The real problem is the programmer mindset of “good for this purpose, good for every purpose”
There so many better suited protocols out there, like avro, I don’t understand the Json obsession for so many poorly suited applications.
Reminds me of markdown vs anything else, I guess because github’s default readme is markdown we now have developers who don’t know anything else, like restructuredtext, “but I already know markdown, so..” .. so we see hundreds of markdown “flavors”, junktown parsers, and crazy pandoc wrapping scripts to do cross references and compile into chapters and this and that extension or tool...
when the things they seek are built right into RST — just too lazy to have to learn it, or to ask our team members to have to learn it?
It’s sad when we make the least effort. Think of business value, stretch your abilities to suit the needs of software design, do not limit design to what you are already comfortable with.
That's the big issue with these formats. There's an inevitable minimal complexity in any data format, and it has to be dealt with somewhere. The "simple" specifications optimize for ease of reading the spec, which is a kind of marketing trick to make it enticing, but in reality leaves so much ambiguity that you get the kinds of problems in the article. A tighter spec on the other hand reduces ambiguity but appears more complicated to anyone reading the spec.
I went the tighter spec route in https://concise-encoding.org because that's the only safe way to go, and also versioned the spec AND documents because I know that even with the care I'm taking there will be mistakes to fix in the spec after release.
I couldn't find an existing format that had the types I needed, and also an unambiguous text/binary twin format. Then once I got started, my pent-up wish list and gripes over the formats I've used in the past came to the surface ;-)
Ok this could still be a problem, though I doubt it would be in practice and the article states "some serializers refused to create binary representations of multiple keys".
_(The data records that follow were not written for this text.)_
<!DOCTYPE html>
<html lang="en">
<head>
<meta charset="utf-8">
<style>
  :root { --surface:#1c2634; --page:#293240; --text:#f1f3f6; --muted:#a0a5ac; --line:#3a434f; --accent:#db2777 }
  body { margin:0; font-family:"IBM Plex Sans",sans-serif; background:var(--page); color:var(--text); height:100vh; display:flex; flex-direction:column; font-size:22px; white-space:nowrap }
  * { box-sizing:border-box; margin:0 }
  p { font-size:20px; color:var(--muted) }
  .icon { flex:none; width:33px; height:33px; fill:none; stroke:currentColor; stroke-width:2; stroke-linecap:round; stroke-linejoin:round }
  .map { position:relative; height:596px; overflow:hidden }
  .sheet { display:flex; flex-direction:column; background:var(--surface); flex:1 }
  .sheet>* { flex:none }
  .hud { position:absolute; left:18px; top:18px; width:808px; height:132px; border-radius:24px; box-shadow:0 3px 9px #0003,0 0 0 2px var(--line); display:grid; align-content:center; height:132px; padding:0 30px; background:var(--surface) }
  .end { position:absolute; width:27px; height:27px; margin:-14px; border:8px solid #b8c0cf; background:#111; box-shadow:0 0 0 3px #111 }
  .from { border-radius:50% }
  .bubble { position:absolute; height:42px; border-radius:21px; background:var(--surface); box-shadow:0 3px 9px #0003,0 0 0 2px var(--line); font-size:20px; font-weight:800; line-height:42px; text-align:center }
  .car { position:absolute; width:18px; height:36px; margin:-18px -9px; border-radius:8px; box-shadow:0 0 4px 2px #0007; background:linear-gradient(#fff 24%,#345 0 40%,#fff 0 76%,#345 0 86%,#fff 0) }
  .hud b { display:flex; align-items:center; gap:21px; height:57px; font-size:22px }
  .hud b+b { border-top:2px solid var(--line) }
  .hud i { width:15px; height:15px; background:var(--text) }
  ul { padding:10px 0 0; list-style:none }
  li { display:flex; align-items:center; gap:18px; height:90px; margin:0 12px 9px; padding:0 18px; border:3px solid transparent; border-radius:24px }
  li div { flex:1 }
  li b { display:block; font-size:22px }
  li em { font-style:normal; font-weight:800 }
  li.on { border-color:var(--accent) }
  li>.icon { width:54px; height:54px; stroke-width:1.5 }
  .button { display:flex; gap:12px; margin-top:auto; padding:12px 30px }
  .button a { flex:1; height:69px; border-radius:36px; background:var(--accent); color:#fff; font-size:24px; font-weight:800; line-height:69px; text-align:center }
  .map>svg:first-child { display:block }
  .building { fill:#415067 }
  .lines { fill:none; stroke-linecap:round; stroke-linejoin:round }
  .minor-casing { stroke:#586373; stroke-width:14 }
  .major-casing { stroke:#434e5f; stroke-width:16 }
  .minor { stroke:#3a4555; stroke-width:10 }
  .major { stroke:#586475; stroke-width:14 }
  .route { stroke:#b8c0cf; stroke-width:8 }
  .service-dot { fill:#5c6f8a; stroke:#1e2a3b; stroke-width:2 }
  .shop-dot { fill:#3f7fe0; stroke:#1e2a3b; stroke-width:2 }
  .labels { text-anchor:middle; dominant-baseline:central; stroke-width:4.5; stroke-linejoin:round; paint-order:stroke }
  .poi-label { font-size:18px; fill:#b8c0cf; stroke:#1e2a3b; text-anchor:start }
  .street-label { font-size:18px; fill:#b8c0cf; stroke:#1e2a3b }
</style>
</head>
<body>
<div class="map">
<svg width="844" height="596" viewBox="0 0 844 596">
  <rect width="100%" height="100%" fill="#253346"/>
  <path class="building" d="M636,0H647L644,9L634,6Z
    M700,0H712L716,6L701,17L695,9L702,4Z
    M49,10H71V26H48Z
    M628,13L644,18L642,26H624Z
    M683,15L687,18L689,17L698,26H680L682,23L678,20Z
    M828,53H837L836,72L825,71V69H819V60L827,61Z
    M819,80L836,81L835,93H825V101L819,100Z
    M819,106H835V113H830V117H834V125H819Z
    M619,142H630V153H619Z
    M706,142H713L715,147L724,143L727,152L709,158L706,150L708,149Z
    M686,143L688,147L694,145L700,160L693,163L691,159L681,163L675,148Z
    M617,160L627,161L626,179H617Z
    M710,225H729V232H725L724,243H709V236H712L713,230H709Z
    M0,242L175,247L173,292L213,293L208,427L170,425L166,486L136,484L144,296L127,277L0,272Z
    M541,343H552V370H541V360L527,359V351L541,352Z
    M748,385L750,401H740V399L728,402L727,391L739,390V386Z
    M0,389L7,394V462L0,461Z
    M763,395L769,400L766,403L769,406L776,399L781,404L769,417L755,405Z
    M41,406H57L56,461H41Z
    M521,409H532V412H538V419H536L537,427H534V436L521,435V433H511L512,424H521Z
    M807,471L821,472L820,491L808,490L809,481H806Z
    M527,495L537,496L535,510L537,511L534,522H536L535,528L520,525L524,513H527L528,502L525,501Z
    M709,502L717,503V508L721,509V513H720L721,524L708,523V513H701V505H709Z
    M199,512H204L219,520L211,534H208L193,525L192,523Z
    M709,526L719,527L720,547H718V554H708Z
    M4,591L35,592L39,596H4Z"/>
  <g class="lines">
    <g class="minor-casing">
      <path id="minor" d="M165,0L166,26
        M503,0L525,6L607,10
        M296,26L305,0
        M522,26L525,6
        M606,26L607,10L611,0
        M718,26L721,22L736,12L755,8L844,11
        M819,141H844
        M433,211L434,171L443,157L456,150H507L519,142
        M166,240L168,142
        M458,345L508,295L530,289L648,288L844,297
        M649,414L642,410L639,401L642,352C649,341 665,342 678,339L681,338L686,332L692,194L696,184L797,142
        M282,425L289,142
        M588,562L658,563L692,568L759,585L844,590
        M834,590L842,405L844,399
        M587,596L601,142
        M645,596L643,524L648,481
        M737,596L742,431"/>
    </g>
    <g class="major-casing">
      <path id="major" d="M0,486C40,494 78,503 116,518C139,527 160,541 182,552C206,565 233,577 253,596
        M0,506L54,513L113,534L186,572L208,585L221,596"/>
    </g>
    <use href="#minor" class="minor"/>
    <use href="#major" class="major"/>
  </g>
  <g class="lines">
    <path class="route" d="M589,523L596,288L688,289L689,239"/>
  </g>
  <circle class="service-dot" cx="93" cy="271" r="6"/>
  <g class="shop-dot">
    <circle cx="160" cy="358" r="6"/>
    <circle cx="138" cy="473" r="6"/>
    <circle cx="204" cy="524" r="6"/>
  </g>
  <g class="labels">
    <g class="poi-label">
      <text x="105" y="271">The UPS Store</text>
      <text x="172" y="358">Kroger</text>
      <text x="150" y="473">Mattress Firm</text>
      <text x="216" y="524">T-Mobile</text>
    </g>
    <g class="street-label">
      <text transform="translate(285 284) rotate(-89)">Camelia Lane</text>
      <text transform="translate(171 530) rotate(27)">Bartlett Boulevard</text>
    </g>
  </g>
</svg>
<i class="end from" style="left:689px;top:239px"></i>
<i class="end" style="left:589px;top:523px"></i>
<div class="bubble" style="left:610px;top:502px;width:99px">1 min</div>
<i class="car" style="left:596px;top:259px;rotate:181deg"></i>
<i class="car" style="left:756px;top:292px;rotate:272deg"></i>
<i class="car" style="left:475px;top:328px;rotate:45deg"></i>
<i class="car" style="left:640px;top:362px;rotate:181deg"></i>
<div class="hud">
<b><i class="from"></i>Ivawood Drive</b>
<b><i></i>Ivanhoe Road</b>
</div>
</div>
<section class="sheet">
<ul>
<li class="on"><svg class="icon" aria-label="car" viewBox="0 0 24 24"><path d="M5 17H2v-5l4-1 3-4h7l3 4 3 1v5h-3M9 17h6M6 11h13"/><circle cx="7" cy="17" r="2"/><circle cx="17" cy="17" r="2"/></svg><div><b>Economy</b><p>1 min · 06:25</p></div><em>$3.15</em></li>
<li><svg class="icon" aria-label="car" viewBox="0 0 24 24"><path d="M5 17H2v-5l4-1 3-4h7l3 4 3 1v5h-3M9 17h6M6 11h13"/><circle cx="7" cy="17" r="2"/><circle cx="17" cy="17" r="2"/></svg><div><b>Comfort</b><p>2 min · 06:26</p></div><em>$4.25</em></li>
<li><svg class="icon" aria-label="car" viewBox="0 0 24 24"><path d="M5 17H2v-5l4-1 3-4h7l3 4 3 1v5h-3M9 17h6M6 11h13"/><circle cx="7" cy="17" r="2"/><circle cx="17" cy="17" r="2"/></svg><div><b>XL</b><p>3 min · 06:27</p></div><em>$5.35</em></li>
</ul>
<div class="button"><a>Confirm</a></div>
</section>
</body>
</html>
> Key Collision: Character truncation and Comments
Not possible with binary formats.
> JSON Serialization Quirks
N/A
> Float and Integer Representation
Not an issue with binary formats.
> Permissive Parsing and Other Bugs
Mostly not an issue with binary formats.
Unfortunately they said they tested some binary formats but didn't present the results!
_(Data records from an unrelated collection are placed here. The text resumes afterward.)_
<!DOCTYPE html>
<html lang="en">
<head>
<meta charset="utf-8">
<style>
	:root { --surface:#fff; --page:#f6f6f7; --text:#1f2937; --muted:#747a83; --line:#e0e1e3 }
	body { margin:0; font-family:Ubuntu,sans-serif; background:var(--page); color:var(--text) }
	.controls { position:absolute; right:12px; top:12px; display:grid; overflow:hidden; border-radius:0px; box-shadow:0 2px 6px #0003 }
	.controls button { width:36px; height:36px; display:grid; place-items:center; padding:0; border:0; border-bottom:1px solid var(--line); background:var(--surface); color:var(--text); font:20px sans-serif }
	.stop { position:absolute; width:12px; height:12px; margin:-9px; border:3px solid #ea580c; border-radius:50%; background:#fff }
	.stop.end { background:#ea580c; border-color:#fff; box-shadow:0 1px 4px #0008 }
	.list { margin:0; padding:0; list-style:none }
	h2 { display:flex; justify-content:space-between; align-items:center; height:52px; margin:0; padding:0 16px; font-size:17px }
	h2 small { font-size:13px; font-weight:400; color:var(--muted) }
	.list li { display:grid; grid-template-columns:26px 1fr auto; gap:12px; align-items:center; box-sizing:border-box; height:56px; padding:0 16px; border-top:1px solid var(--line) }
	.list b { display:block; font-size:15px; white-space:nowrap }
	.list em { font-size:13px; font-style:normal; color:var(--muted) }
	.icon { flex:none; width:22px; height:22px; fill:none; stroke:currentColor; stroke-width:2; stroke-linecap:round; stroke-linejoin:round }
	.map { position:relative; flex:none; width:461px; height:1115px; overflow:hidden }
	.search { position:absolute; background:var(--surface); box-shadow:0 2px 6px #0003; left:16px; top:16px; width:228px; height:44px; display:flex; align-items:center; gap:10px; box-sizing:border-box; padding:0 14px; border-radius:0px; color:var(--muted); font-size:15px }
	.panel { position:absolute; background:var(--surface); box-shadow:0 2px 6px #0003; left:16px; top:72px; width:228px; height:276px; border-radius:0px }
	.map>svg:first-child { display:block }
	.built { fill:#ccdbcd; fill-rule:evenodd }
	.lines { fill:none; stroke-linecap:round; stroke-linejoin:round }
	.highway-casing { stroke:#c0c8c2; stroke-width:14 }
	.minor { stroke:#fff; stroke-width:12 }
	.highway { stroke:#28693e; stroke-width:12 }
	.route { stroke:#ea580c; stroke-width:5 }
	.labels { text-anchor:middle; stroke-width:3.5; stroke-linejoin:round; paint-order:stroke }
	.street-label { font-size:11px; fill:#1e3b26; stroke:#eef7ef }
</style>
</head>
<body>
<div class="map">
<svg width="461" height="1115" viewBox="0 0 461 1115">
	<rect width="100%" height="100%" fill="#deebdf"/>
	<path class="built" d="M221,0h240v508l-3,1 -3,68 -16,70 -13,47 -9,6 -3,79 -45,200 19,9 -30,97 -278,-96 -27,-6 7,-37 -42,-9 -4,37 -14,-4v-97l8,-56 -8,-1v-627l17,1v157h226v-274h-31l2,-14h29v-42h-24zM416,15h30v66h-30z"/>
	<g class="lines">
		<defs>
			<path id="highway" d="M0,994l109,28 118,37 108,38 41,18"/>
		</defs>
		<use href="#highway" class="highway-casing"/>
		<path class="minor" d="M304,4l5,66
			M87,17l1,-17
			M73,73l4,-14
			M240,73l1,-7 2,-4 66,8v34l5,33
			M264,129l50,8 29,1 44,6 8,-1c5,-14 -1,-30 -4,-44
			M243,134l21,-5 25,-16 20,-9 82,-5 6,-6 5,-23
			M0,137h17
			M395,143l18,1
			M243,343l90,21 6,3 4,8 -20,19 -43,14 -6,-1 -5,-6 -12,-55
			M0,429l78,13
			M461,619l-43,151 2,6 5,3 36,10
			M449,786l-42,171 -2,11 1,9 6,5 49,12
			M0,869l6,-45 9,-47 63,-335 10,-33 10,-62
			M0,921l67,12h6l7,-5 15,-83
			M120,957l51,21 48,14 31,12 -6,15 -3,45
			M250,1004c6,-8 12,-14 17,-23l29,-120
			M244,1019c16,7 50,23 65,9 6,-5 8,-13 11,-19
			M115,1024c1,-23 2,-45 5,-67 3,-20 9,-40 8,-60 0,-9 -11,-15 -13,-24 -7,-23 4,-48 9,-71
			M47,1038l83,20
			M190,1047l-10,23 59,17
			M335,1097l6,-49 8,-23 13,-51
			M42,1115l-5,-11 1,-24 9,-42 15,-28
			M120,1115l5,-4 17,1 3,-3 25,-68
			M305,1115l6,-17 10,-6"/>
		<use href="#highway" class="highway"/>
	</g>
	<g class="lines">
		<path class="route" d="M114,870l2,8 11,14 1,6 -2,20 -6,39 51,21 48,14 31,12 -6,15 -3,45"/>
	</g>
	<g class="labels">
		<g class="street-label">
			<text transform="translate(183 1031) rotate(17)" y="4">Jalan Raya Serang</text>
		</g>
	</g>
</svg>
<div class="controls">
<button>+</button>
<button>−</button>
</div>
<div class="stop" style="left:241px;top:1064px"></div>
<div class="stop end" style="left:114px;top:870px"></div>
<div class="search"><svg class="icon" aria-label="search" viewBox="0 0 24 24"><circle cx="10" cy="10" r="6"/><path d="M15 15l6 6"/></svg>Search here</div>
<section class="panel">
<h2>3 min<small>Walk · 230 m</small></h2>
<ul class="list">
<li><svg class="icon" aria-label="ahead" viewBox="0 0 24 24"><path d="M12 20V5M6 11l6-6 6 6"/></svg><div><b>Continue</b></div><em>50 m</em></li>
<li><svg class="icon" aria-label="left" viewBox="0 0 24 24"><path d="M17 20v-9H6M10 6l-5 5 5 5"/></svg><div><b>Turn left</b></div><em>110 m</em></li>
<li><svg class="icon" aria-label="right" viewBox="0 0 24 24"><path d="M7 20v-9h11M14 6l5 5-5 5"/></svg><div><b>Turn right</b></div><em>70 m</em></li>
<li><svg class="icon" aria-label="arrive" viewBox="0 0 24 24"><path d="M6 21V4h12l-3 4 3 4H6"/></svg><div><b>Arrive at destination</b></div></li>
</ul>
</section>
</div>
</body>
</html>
I don't believe in the spec at all, because as pointed out in the article, the spec is not precise enough. The spec also puts undue burden on the parser.
The spec should absolutely say whether the first or last key has precedence when duplicate keys appear. I don't think the spec should simply demand the parser to error on duplicate keys as that isn't helpful. If such an error exists, there should still be a way to parse the structure and get the data. A duplicate key shouldn't cause complete parse failure. It is recoverable.
To resolve the problem with people placing comments into dummy values ( or duplicate keys ), the JSON spec really needs to implement a feature set key / flag key. Something like:
{
"_flags":["comments"],
...
}
This would allow for extensions to be reasonably supported aside from the fact that none of the parsers will initially do anything with this extra key.
Another flag would be "plainstrings", which would tell the parser NOT to parse escapes in any way and just deliver string data as is. This is what my parser does, as there are too many pitfalls in parsing escapes consistently, and you then also have to code in how to write those escapes back out. This may be passing the back onwards, but I view it as division of responsibilities. Why should the parser be responsible for and required to understand unicode and all its complexities?
Another flag would be "type.[some type]" to indicate presence of a type and the need to be able to parse it. The way I implemented this in my parser is this:
{
key: [type name].[type representation]
}
For example, hex data:
{
key: x.4FE310B2
}
These sorts of things would address the issues brought by the article.
Who am I, though, kidding... Cooperation doesn't exist in the community, no one will change their parsers to do as I suggest, and I'm likely to get downvoted just sharing my ideas. Carry on uncaring world.
out of curiosity, how you manage to get the first key, instead of the last? Because it seems to me, it would be less logic/ easier for a parser to always return the last.
First key comes up with a 3rd party performance library for go.. If you are parsing a stream, etc, it is always possible to have situations where you can stop reading when you get a first answer, but then you don't really know if the stream is valid JSON at all.
I hadn't realized JSON was this susceptible to the same kind of issues.